Esta decisión, que convertiría a Morgennes en uno de esos hombres llamados la «sombra del rey», fue una de las más sabias que Amaury tomó nunca. E interiormente se felicitó por ella mientras comunicaba su elección a Guillermo de Tiro, que le escuchó con atención asintiendo con la cabeza.

La recepción empezó con la presentación de los francos al califa de Egipto, al-Adid. Era un adolescente esquelético, de rostro demacrado, con la cabeza rasurada y vestido con amplios ropajes que realzaban la delgadez de sus miembros. Sus ojos, excesivamente maquillados, parecían los de un loco, y todo en él producía la extraña sensación de que era transparente, como si solo le quedaran unos días de vida, o como si ya no viviera desde hacía mucho tiempo.

Era un ser que no contaba.

Un símbolo, una idea.

Así, conforme al uso, al-Adid no habló en toda la ceremonia. Fue Chawar quien se expresó por él. Pero el resultado de sus conversaciones fue que Egipto aceptaba la protección de los francos, y se comprometía a entregarles, cada año, un impuesto de cien mil monedas de oro. Chawar estaba en la gloria y sonreía enseñando todos sus dientes. Sus maquinaciones habían dado resultado.

Egipto se encontraba a salvo de los sunitas de Damasco, y los griegos se habían quedado en Bizancio. Los francos, finalmente, aportaban su protección sin incomodarle en nada. ¡Era perfecto!

Algunos funcionarios, todos coptos, sentados en el suelo con una losa de piedra atravesada sobre las rodillas, tomaban nota de cuanto se decía. Morgennes se fijó en que, de vez en cuando, uno de ellos levantaba los ojos en su dirección sin dejar de escribir. Parecía que quisiera indicarle algo, pero Morgennes no veía qué podía ser.

Finalmente, cuando el acuerdo diplomático quedó sellado, oralmente, y Amaury hubo anunciado que había ordenado a los templarios Galet el Calvo y Dodin el Salvaje que permanecieran en El Cairo para recaudar el impuesto prometido, se produjo un acontecimiento que nunca, en más de cuatro mil años, se había visto en Egipto.

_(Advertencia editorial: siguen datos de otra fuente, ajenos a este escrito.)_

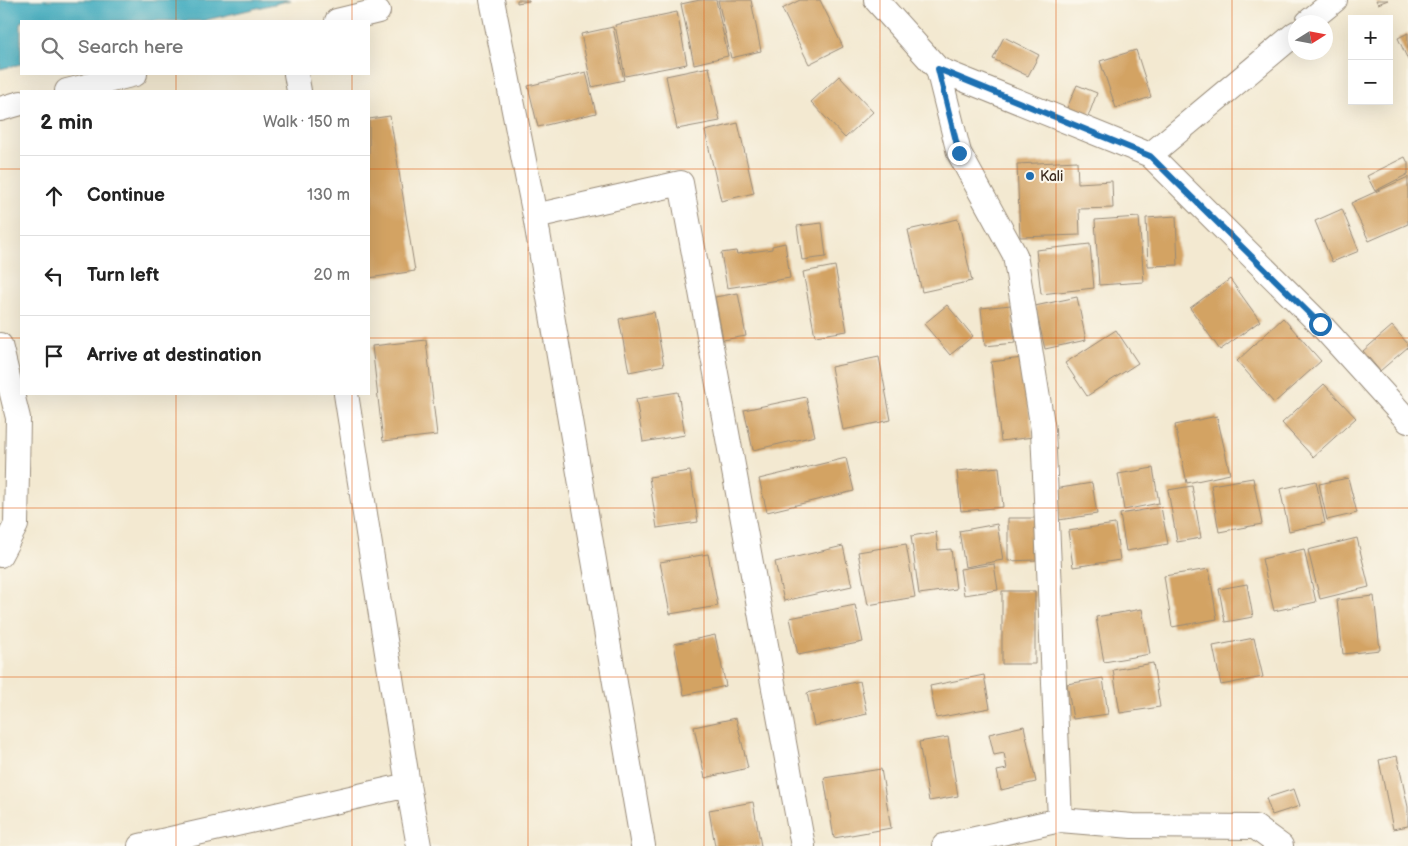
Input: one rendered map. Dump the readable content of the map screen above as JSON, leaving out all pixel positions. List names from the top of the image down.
{
  "places": ["Kali"],
  "north": "right",
  "page": {
    "map_buttons": ["+", "−"],
    "search": "Search here",
    "heading": ["2 min", "Walk · 150 m"],
    "list": [
      ["Continue", "130 m"],
      ["Turn left", "20 m"],
      "Arrive at destination"
    ]
  }
}
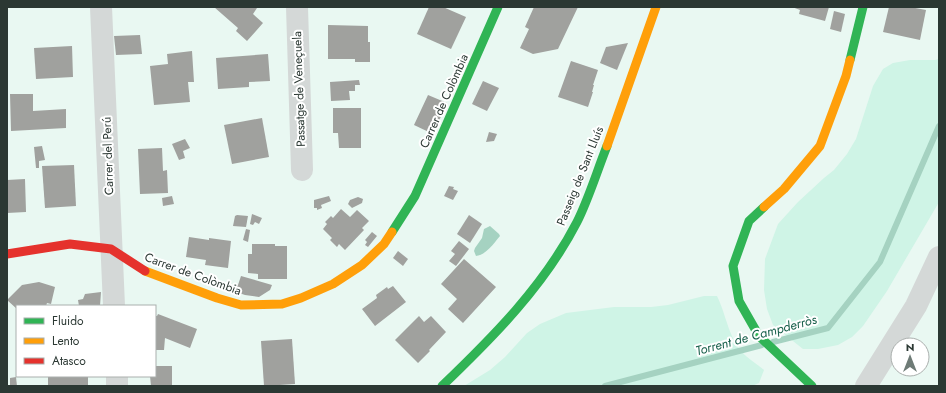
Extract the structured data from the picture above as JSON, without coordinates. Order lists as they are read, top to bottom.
{
  "streets": {
    "street": [
      "Passatge de Veneçuela",
      "Carrer de Colòmbia",
      "Carrer del Perú",
      "Passeig de Sant Lluís"
    ]
  },
  "crossings": [
    ["Carrer de Colòmbia", "Carrer del Perú"]
  ],
  "water": ["Torrent de Campderròs"],
  "legend": ["Fluido", "Lento", "Atasco"],
  "north": "top"
}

Y es que la humanidad nunca había tenido antes a un rey como Amaury. Pues el monarca franco, por más que otorgara cierto valor a las promesas hechas oralmente y a los contratos firmados (si bien un poco menos a estos últimos), solo confiaba en los que se comprometían
físicamente
con él.

Cuando Amaury propuso a los egipcios sellar su acuerdo «con un franco y viril ap-p-pretón de manos», estos se quedaron sencillamente estupefactos y creyeron que bromeaba.

Estaba claro que no le conocían.

Amaury se adelantó hacia al-Adid, que reaccionó con unos temblores de las cejas similares a los de las viejas cortesanas que quieren hacerse pasar por vírgenes. ¿Cómo? ¿Tocar al califa? ¿Dios en la tierra, o casi? ¡Impensable!